Family & Relationships Singles & Dating

Dating Someone In The Military? What You Need To Know

All relationships are tough, however, military dating and maintaining an intimate relationship with someone in the military brings a one-of-a-kind set of obstacles unlike any you have experienced with civilian partners.

 If you have actually found someone who you think is your ideal mate, consider the ideas below and, if you think you can handle a military relationship, go for it. True love is worth effort, and you can have an incredible relationship with a military partner if you have a shared understanding of how military life-- and military relationships - work.

 Give up Control

 The first thing you have to understand is that military servicemen and women have control little over their lives, especially their time. They live the language and lifestyle of the armed forces.

 There will be times when you will not, and cannot, be your partner's leading priority. This does not imply they don't love you, or appreciate your needs. It's just the way it is. You'll need to be willing to share your military partner with your nation and the service and be willing to take a backseat when duty calls your partner.

You Have to be Strong

You will also have to be strong, especially if you and your partner are considering wedding and have kids. As a military spouse, you will find yourself facing tough challenges while your partner is unavailable because of a deployment or other circumstances. You will have to solve complex issues alone and manage the best you can.

Naturally, if you're in an army dating relationship or marital relationship, the probabilities are that you have the strength and coping abilities called for to meet this challenge. Strength and decisiveness in the face of adversity is most likely a trait you and your partner admire in one another and find appealing.

Military Life Will Become Your Life, Too

When you start life as a military partner, you'll say goodbye to your former life and embark on a trip like no other. You'll deal with deployments and heart wrenching partings; homecomings will resemble second honeymoons.

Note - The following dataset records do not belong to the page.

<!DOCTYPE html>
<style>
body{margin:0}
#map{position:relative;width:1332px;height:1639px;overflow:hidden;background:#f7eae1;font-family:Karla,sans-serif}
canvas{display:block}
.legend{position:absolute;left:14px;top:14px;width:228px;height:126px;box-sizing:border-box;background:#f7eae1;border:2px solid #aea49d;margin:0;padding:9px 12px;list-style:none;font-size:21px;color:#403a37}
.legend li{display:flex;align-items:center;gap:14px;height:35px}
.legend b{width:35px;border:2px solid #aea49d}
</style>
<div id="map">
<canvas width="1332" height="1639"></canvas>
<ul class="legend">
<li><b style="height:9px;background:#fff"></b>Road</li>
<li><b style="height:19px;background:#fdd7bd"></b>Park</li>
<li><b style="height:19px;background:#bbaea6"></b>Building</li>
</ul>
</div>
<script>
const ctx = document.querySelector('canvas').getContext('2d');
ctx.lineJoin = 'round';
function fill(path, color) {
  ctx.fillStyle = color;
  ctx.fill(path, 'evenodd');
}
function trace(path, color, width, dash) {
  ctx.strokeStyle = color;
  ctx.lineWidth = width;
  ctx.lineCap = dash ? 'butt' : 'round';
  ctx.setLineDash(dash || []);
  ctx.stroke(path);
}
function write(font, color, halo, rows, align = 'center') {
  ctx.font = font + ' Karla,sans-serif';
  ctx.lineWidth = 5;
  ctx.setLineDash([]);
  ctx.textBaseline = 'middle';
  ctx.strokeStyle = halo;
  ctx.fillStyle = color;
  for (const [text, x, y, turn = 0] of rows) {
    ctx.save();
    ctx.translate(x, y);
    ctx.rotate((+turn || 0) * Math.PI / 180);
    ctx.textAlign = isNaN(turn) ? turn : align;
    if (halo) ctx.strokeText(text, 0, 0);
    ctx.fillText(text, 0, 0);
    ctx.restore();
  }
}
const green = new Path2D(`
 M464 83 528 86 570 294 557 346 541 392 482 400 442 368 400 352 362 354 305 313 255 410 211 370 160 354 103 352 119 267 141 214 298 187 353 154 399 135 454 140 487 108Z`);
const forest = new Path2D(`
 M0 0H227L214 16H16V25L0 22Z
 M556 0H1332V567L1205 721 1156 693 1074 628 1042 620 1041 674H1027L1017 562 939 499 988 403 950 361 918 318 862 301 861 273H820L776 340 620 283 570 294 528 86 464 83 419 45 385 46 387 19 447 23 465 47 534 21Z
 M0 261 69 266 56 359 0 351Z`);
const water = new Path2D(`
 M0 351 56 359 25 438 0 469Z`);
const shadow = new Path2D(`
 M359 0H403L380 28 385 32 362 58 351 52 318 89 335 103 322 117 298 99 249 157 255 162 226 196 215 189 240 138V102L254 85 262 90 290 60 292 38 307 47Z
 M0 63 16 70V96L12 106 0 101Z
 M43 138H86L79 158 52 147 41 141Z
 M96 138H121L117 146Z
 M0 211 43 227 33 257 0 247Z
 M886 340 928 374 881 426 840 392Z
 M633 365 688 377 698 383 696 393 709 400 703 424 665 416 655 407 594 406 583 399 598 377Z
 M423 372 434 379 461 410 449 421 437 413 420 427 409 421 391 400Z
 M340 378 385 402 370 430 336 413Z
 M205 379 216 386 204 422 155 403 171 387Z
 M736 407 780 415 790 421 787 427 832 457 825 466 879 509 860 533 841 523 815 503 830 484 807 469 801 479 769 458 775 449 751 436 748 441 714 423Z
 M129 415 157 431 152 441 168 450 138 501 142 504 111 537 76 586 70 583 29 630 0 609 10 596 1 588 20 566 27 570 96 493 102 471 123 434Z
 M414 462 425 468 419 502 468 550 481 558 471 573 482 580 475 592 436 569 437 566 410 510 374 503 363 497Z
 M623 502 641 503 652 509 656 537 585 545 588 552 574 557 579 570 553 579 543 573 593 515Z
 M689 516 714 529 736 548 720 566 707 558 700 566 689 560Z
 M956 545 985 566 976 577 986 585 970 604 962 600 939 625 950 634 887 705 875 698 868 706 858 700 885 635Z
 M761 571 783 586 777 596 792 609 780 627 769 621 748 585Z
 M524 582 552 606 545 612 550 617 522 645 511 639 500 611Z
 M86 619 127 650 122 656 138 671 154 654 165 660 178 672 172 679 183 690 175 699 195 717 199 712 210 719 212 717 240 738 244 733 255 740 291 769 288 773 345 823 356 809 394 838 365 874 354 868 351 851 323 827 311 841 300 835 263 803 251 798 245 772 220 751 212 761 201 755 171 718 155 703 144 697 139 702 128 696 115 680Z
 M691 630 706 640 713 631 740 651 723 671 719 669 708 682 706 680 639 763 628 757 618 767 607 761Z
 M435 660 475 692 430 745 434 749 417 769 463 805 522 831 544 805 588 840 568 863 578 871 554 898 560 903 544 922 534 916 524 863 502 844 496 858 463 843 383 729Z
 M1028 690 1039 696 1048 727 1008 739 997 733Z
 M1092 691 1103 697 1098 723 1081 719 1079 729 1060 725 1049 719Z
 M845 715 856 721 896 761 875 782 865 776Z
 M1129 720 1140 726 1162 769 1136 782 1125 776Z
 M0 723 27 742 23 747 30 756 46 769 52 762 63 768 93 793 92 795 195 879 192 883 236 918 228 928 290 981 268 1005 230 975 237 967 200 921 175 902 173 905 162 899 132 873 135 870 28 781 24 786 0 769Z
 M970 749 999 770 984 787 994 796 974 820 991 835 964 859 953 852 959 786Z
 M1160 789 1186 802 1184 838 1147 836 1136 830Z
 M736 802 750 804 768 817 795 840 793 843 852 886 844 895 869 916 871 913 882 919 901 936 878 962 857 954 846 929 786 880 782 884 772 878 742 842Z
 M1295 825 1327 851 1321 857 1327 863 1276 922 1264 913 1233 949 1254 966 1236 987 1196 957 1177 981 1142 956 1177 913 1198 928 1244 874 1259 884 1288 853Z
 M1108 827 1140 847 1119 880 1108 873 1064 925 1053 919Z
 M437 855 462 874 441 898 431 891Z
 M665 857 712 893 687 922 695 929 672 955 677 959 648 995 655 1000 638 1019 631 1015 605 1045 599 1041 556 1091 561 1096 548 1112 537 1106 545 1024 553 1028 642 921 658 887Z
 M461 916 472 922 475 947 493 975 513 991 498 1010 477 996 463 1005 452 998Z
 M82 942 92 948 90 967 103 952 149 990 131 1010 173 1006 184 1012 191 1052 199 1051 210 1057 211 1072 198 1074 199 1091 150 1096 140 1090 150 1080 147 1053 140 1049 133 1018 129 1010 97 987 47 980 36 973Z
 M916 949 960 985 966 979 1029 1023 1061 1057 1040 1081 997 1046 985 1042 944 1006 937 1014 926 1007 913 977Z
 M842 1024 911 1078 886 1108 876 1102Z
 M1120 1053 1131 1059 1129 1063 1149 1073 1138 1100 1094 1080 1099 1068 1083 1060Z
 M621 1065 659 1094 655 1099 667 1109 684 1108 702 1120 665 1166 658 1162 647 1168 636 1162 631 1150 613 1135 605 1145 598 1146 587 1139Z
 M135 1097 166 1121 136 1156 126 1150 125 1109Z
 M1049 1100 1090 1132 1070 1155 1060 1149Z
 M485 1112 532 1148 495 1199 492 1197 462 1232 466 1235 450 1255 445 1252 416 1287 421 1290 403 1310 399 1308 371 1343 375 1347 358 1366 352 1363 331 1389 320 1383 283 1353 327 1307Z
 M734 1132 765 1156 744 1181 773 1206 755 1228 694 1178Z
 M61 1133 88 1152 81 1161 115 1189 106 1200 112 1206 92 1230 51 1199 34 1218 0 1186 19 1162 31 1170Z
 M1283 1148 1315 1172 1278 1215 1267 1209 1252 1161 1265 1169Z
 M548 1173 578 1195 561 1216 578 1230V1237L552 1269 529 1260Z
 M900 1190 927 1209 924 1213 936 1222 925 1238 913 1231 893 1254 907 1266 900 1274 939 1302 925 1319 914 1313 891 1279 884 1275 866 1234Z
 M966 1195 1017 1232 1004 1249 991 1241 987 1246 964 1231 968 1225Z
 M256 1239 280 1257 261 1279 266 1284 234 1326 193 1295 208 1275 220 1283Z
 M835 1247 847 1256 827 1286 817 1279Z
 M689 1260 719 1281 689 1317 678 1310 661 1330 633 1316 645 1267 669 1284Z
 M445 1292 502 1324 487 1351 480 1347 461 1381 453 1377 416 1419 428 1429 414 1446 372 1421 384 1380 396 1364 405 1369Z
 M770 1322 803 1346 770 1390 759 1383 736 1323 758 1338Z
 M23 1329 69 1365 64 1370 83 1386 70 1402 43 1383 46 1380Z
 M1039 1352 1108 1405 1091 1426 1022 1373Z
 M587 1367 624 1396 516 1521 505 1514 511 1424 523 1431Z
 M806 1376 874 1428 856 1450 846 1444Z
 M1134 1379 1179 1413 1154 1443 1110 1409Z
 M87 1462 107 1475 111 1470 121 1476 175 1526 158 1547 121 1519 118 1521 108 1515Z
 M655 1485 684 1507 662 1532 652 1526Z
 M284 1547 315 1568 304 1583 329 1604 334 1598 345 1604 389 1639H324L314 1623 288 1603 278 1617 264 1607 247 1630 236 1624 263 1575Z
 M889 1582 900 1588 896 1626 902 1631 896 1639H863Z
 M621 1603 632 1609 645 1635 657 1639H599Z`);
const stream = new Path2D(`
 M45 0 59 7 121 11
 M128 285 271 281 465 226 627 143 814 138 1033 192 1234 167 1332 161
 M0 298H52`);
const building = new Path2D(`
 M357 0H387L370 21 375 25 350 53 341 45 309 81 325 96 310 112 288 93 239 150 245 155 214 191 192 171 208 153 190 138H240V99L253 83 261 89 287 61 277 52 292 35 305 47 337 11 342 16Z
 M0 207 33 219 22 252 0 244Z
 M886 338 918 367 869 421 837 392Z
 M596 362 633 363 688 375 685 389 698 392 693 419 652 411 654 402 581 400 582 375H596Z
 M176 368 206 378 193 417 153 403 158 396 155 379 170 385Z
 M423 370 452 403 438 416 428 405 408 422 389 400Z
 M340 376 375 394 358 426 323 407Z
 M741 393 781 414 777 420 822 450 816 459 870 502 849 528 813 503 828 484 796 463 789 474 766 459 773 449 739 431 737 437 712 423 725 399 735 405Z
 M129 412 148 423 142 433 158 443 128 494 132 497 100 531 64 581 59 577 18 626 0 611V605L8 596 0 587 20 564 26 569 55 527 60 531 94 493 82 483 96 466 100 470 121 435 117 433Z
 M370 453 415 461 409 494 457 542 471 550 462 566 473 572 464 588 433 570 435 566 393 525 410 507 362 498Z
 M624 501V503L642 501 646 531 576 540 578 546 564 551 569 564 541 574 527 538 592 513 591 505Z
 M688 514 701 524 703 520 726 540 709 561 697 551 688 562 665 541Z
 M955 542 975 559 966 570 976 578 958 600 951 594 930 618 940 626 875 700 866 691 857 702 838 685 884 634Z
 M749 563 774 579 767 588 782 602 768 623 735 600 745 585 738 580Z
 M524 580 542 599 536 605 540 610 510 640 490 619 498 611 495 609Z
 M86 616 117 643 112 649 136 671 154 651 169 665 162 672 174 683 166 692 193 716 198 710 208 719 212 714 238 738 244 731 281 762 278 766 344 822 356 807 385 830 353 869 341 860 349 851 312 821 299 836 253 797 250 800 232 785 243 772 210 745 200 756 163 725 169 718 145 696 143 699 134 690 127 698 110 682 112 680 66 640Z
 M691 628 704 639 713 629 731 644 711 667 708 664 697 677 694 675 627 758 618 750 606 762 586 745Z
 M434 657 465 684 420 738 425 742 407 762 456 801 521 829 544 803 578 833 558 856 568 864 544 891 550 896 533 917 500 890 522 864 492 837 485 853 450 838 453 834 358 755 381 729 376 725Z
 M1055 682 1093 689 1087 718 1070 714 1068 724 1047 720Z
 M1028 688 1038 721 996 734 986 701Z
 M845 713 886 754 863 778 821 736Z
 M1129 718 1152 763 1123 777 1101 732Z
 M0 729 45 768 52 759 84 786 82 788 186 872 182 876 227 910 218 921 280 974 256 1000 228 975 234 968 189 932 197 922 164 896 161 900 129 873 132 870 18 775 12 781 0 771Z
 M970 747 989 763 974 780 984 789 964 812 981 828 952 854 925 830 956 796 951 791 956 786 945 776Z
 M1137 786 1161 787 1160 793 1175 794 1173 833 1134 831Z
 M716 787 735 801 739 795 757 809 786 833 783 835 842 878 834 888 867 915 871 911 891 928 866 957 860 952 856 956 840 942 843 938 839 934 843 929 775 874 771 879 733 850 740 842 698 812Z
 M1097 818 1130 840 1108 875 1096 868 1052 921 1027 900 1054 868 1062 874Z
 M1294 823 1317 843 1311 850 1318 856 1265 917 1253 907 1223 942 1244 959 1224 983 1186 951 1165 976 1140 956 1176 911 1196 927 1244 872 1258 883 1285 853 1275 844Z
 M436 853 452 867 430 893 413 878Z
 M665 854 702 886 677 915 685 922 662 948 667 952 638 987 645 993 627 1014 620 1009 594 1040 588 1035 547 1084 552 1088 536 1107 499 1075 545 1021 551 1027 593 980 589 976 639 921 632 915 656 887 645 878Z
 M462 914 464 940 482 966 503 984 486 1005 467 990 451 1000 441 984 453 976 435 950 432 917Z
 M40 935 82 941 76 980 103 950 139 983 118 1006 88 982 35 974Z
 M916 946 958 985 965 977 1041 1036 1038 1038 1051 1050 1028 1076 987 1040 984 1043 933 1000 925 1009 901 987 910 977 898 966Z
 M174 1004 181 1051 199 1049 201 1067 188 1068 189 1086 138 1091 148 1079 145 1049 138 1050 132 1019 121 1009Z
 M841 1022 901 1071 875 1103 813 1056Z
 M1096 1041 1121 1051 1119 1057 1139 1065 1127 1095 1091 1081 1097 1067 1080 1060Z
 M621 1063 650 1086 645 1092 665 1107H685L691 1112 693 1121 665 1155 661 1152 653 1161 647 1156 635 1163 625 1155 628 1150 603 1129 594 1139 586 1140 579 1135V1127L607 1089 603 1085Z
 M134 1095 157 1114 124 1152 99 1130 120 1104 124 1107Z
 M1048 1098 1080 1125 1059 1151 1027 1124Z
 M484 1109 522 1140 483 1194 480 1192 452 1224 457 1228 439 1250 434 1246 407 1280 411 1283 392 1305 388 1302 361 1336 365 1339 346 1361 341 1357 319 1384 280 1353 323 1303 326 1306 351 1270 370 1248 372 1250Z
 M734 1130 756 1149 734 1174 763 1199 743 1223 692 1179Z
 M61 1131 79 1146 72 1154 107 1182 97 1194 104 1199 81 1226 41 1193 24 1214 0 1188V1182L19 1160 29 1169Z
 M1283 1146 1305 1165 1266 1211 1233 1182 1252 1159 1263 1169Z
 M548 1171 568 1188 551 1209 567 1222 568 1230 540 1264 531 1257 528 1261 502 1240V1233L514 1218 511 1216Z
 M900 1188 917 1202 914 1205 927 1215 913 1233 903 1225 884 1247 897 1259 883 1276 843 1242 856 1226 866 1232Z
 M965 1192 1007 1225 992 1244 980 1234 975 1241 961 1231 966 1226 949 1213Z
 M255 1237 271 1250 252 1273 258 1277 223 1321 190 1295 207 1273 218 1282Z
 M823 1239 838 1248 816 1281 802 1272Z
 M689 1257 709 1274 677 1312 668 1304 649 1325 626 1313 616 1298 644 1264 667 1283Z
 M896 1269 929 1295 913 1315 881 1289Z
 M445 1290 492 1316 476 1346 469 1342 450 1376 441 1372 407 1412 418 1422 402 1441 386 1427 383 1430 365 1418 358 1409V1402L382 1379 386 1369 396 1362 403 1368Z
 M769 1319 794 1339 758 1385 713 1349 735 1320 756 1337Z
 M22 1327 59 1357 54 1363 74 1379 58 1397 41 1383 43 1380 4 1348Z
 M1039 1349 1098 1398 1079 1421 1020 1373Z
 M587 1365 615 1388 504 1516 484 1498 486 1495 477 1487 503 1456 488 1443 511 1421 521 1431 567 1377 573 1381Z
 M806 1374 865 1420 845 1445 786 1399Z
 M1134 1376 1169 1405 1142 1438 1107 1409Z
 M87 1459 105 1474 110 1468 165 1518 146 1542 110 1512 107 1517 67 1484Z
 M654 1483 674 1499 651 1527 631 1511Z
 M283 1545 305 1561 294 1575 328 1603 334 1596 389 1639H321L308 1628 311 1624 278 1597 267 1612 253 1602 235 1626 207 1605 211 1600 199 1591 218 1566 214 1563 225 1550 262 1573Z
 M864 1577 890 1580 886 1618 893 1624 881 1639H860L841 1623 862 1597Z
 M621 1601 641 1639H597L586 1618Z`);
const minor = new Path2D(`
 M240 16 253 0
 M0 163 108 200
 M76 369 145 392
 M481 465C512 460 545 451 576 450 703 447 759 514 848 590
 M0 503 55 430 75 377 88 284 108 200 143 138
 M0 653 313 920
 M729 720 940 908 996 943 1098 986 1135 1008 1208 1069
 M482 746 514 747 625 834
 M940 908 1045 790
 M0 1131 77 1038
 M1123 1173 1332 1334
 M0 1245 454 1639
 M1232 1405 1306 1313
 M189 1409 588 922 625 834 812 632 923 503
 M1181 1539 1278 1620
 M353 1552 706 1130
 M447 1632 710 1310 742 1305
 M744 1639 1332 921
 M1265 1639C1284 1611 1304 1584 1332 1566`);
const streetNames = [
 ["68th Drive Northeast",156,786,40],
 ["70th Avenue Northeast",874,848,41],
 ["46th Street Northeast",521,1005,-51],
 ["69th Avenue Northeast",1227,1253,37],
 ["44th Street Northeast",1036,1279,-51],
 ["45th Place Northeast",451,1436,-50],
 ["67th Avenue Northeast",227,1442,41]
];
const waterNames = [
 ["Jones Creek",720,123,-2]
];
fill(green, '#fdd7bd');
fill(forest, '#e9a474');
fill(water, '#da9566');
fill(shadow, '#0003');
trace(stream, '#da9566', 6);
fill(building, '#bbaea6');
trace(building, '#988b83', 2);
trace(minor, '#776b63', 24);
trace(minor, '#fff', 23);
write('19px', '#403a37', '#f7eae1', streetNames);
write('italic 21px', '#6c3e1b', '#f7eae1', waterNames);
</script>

Your partner's friends will become your buddies. You'll always fear the danger your partner faces. And, you'll deal with military formalities that civilians do not understand.

The army way of life will not slip quietly into your life. It will roar and change whom you are. You'll adjust to your partner's absences and accept the fact the he or she cannot always tell you everything about their work. At some point, you will catch yourself utilizing army jargon with ease. If you are not ready for this, then you are not prepared to commit to an army relationship.

Look for Support

There will, unfortunately, be times when you will feel despair, longing, and aggravation. Depression might even overcome you. These emotions are unavoidable in a military relationship, and you should face them head on.

The best method to get a hold these sensations is to find a support network. There are numerous support groups and forums designed specifically for army spouses, boyfriends and sweethearts.

Discussing your feelings with friends and others who have actually experienced the feelings you have will help you put those emotions in perspective. Discussing will also help you concentrate on how much you love and value your partner and exactly how important your relationship is.

If, like me, you think it is possible to have a relationship with someone who is serving in the army, then you have some hard thinking to do before you make a commitment. However, if you're ready to embrace all just what military life can throw at you, then the difficulties of a military relationship can be easily conquered.